[Problem]:
Retype the records word for word. Skip every image.

Extracted records
────

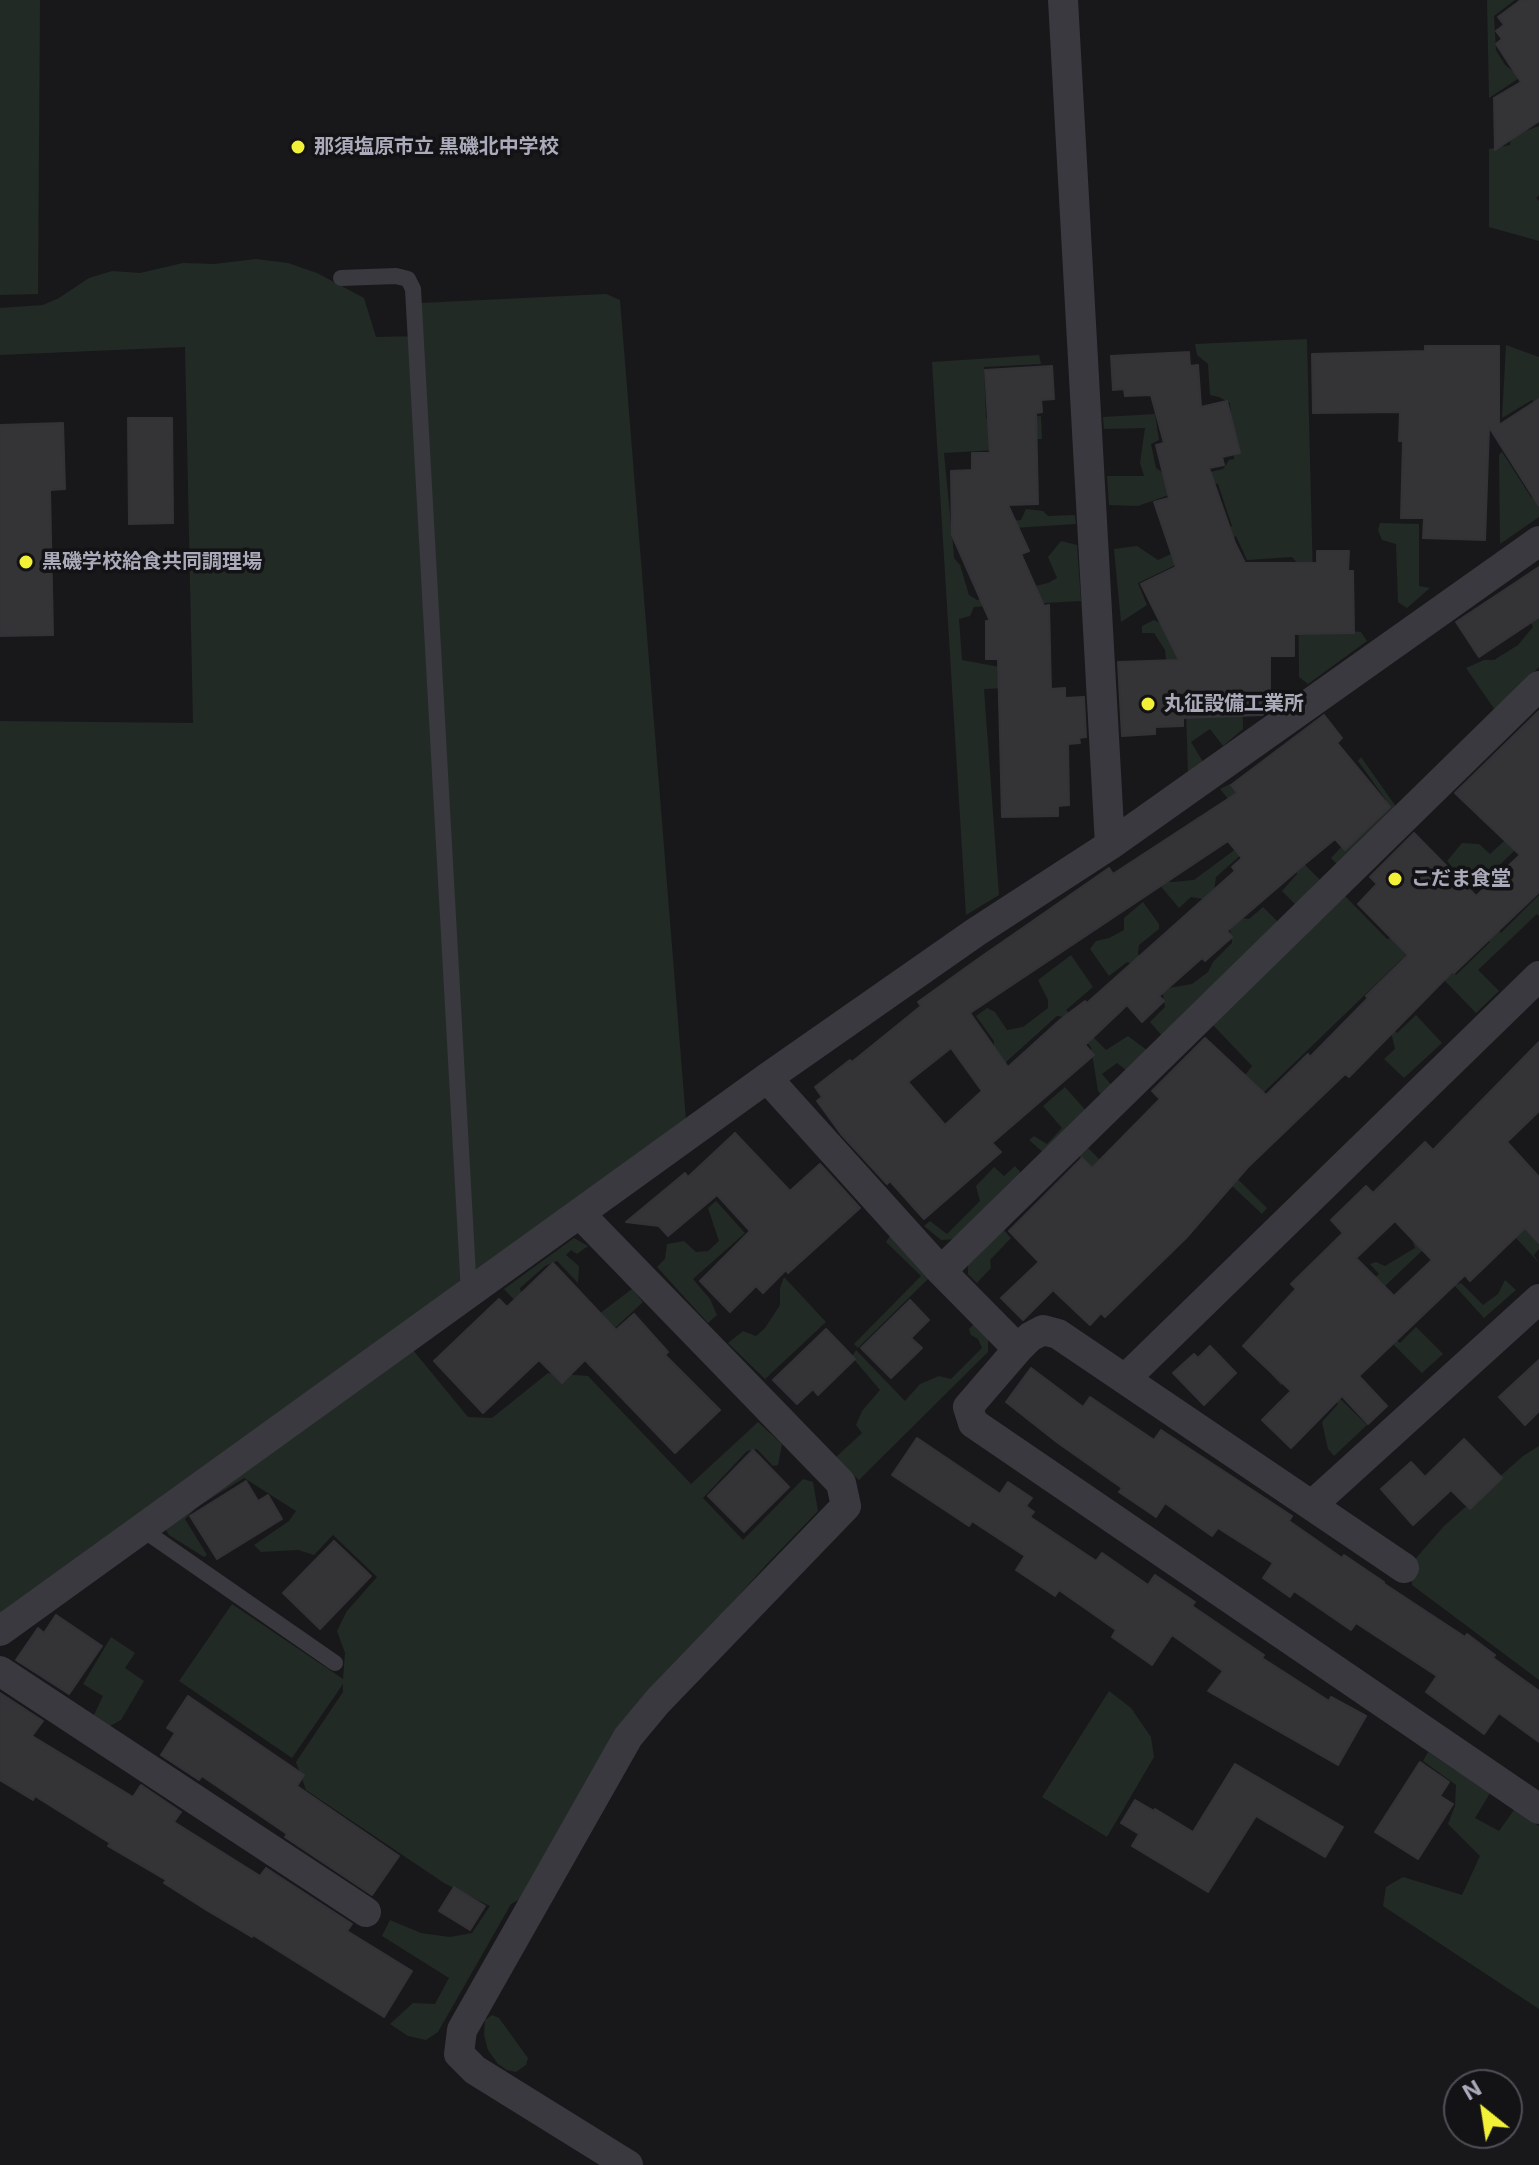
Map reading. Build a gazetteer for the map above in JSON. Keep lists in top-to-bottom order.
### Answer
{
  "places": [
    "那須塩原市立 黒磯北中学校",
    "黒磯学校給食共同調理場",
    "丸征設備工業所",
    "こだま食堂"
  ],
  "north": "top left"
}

────

[Response for this exercise]:
Map reading. Build a gazetteer for the map above in JSON. Keep lists in top-to-bottom order.
### Answer
{
  "places": [
    "那須塩原市立 黒磯北中学校",
    "黒磯学校給食共同調理場",
    "丸征設備工業所",
    "こだま食堂"
  ],
  "north": "top left"
}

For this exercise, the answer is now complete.